Analysts
warned that the news could signal that the high-end luxury goods industry was
no longer immune to weakness in the global economy.
Burberry
said in a trading update that like-for-like sales, stripping out the impact of
new floor space, ground to a halt in the 10 weeks to September 8 and have
started to fall.
As a
result, Burberry warned that annual profits would be at the bottom end of
analysts' expectations of between £405 million and £445 million.
In
reaction, the group's share price plunged 18.24 percent to 1,124.15 pence in
morning deals on London's FTSE 100 index of top companies, which was 0.28
percent lower.
In
Paris, shares in luxury fashion groups LVMH and PPR slid by 3.82 percent and
3.48 percent, to stand at 127.2 euros and 123.45 euros respectively. The
overall French market was down 0.42 percent.
"Burberry
currently expects adjusted profit before tax for the twelve months to 31 March
2013 to be around the lower end of market expectations," it said in a
statement on Tuesday.
The
company, famous for its trench coats and trademark red, camel and black check
design, had thus far bucked the gloomy trend in the wider retail sector due to
its exposure to emerging markets like Asian powerhouse China.
The
group had revealed earlier this year that it faced "challenging"
trading conditions.
"As
we stated in July, the external environment is becoming more challenging,"

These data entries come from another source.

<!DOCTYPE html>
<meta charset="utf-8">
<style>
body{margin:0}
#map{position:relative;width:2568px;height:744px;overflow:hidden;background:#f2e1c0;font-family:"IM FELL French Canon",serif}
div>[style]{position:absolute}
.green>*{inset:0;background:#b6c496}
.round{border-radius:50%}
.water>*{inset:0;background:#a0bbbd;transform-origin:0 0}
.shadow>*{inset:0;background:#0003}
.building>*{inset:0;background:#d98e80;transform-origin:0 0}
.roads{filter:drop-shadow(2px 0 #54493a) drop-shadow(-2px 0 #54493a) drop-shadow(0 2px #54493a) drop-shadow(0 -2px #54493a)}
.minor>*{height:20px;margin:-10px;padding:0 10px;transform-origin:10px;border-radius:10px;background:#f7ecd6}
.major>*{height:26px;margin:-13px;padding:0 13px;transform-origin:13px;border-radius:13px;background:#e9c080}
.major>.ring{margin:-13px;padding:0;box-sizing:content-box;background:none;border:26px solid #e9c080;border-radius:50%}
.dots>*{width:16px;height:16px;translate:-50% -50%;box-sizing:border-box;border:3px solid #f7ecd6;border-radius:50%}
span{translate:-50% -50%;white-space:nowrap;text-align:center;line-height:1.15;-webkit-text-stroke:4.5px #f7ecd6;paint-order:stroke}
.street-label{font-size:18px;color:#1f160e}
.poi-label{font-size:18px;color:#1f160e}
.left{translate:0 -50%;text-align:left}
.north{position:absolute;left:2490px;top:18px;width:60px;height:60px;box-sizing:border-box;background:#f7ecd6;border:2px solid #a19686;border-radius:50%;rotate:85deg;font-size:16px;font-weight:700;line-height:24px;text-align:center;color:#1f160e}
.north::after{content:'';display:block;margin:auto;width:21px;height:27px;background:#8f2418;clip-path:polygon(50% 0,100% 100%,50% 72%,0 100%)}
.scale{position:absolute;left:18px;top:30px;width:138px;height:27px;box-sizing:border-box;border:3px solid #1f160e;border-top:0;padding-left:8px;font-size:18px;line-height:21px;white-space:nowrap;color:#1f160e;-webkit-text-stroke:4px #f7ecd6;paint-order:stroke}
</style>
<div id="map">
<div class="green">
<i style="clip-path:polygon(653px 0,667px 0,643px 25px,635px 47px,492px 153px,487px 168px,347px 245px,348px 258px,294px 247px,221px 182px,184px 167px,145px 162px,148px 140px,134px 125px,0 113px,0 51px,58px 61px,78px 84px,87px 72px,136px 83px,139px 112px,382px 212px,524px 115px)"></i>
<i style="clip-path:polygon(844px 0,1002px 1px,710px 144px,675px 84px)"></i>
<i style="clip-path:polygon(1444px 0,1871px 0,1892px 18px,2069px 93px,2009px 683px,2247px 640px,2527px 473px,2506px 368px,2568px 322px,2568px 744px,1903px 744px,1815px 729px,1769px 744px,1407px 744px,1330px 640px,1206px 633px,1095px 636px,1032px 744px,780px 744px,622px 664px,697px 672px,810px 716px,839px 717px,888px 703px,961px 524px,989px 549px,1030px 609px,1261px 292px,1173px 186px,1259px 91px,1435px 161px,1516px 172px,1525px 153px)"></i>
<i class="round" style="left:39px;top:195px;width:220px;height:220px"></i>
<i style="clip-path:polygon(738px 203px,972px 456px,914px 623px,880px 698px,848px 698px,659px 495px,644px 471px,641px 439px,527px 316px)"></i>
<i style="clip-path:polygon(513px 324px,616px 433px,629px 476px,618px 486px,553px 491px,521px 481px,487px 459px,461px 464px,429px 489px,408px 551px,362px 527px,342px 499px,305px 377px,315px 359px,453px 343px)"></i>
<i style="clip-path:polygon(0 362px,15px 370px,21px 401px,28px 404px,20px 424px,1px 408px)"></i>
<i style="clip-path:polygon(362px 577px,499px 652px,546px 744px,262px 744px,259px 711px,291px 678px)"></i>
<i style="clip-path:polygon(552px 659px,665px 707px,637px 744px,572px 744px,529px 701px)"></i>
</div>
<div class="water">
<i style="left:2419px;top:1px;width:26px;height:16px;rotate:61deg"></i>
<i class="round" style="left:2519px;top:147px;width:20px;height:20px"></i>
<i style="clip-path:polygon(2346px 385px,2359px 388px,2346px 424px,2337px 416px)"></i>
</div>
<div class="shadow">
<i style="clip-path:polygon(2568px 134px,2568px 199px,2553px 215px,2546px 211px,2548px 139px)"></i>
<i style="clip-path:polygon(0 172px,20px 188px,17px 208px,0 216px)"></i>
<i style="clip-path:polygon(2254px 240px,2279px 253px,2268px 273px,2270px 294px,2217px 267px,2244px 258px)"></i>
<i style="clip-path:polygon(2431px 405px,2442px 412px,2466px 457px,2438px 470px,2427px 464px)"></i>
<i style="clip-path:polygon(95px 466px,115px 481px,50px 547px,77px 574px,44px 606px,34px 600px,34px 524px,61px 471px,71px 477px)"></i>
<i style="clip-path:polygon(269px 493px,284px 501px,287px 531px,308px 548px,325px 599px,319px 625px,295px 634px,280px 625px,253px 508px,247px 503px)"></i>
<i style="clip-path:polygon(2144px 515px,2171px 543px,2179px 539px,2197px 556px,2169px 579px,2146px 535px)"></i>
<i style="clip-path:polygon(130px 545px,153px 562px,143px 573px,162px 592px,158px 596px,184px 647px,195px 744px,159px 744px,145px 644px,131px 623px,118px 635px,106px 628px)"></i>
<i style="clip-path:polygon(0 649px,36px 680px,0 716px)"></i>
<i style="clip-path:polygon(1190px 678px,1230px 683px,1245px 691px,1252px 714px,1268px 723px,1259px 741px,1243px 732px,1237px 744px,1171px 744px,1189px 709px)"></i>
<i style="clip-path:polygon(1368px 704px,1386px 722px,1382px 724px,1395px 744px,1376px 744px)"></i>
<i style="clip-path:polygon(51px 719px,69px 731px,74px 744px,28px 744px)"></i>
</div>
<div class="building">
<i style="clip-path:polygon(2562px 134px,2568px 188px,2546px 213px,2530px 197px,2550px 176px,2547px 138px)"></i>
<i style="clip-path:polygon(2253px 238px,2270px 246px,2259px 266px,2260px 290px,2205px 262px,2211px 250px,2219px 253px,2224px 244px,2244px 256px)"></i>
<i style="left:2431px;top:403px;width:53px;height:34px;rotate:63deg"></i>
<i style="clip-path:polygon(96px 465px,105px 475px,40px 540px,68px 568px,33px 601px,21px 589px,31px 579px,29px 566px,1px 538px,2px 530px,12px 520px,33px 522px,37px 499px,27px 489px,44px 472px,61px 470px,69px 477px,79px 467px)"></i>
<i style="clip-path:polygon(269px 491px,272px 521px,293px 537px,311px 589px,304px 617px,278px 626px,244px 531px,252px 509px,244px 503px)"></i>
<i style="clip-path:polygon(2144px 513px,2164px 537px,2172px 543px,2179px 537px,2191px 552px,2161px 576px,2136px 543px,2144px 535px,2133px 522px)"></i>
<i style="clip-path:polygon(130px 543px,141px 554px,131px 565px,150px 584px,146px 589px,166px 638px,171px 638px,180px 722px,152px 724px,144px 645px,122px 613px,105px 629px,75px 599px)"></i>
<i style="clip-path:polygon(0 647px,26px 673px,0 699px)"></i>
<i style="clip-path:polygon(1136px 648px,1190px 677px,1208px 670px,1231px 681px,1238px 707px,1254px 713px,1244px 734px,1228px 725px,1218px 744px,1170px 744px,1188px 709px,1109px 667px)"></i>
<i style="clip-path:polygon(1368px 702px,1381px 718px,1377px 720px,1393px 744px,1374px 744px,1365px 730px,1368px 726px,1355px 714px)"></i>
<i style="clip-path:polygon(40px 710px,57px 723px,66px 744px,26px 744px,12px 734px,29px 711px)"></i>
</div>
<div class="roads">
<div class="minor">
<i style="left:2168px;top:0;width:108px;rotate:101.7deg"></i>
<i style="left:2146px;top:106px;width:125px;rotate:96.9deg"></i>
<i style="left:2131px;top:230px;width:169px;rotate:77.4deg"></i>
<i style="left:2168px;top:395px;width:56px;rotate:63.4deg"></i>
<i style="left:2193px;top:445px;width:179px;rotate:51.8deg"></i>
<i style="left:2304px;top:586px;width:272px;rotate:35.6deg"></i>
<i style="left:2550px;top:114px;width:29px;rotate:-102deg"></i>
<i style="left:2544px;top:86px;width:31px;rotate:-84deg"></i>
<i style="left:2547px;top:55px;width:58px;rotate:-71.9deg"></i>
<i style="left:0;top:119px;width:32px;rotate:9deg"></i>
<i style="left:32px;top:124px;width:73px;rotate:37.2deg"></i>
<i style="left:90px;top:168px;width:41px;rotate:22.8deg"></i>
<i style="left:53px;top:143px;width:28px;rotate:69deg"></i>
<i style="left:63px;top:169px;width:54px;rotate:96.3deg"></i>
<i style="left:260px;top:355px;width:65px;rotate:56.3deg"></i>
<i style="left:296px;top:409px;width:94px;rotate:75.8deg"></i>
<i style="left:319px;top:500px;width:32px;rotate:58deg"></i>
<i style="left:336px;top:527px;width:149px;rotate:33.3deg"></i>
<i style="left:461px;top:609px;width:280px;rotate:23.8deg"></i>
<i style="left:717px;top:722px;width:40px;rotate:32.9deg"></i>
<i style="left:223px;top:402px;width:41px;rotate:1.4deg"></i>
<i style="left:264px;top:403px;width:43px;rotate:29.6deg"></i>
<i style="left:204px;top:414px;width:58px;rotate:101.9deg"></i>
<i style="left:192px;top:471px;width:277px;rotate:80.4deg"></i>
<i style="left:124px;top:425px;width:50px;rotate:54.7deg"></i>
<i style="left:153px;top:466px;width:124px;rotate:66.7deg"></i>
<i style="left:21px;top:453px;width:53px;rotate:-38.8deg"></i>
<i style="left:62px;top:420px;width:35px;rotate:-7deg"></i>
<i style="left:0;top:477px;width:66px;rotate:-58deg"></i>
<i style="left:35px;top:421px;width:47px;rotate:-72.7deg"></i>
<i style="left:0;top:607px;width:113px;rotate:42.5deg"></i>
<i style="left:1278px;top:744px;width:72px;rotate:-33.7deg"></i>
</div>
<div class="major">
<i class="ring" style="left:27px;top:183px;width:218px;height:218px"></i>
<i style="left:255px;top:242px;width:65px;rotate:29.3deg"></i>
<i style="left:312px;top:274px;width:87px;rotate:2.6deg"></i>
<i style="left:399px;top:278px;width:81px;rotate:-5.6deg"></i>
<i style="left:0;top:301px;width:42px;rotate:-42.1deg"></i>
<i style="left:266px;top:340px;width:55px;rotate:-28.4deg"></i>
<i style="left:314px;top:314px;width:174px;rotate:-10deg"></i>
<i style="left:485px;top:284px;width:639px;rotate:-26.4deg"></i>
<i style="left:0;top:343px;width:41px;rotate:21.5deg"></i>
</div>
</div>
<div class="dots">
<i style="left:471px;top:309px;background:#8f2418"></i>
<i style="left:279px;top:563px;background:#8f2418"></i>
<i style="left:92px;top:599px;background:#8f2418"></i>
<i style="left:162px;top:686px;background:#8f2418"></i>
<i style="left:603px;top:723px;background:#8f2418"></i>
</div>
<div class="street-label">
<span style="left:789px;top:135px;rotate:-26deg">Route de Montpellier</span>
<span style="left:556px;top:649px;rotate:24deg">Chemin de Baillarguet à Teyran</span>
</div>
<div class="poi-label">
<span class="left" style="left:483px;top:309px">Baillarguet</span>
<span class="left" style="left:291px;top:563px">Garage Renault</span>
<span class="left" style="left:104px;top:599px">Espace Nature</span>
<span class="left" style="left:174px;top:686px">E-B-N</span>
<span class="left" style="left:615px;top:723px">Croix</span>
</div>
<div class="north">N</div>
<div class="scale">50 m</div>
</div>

added Burberry chief executive Angela Ahrendts in Tuesday's statement.
"In
this context, second quarter retail sales growth has slowed against
historically high comparatives.
"Given
this background, we are tightly managing discretionary costs and taking
appropriate actions to protect short term profitability, while continuing to
execute on our proven five key strategies."
In
recent years, Burberry has been at the forefront of the global surge in demand
for luxury goods, bolstered by soaring sales in China. At the same time, many
mid-market retailers have struggled for survival amid poor economic conditions.
"We
have been fans of Burberry, and remain of the view that the strategy, luxury
positioning and management team should lead to long-term sector outperformance,"
said Investec Securities analyst Bethany Hocking.
"Today's
statement does, however, imply a significant slowdown and Burberry is not
immune from wider macro-economic turbulence."